***** TASK INPUT *****

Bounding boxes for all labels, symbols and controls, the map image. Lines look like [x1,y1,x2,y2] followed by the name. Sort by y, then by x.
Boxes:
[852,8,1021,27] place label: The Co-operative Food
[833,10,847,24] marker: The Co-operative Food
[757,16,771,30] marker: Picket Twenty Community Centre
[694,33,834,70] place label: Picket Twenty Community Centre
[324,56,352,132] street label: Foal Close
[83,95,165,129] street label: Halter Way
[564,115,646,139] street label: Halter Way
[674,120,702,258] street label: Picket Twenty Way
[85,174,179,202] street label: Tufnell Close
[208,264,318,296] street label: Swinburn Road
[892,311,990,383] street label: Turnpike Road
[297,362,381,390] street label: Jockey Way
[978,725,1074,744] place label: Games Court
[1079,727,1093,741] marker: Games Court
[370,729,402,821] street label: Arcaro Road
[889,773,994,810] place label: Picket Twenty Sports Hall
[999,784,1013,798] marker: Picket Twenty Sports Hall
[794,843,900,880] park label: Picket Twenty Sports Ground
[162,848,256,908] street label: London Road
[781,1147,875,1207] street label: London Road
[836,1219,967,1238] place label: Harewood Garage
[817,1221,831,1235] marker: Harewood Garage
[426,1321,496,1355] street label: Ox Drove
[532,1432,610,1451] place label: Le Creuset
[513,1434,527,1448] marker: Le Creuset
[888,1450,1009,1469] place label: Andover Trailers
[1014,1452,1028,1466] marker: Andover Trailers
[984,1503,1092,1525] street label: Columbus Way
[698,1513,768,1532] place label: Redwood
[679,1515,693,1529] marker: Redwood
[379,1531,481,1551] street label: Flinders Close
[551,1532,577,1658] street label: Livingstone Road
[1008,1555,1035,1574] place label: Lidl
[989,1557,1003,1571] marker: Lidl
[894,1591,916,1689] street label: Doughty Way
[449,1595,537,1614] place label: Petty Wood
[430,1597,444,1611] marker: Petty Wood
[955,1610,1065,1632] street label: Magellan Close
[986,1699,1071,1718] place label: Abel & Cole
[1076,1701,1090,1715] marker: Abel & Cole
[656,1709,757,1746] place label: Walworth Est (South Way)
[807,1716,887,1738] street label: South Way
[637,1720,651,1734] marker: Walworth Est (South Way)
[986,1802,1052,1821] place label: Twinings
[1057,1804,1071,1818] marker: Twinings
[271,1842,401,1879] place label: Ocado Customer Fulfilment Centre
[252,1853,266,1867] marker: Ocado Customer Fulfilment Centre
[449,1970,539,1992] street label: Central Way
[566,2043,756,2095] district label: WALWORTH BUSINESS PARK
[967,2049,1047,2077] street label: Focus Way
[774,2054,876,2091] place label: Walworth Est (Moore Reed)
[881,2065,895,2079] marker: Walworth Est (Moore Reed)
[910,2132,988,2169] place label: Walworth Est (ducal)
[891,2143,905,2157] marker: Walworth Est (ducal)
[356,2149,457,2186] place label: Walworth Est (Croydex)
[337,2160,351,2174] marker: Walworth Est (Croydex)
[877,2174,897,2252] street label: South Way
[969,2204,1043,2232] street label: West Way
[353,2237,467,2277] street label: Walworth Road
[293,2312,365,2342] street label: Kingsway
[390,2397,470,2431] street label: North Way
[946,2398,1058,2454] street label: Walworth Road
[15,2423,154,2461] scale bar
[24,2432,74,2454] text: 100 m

*****

*ABOUT THIS TASK*. Wherever the word "Cole" appears in the entries above, copy that whole line.

*EXERCISE RESULT*.
[986,1699,1071,1718] place label: Abel & Cole
[1076,1701,1090,1715] marker: Abel & Cole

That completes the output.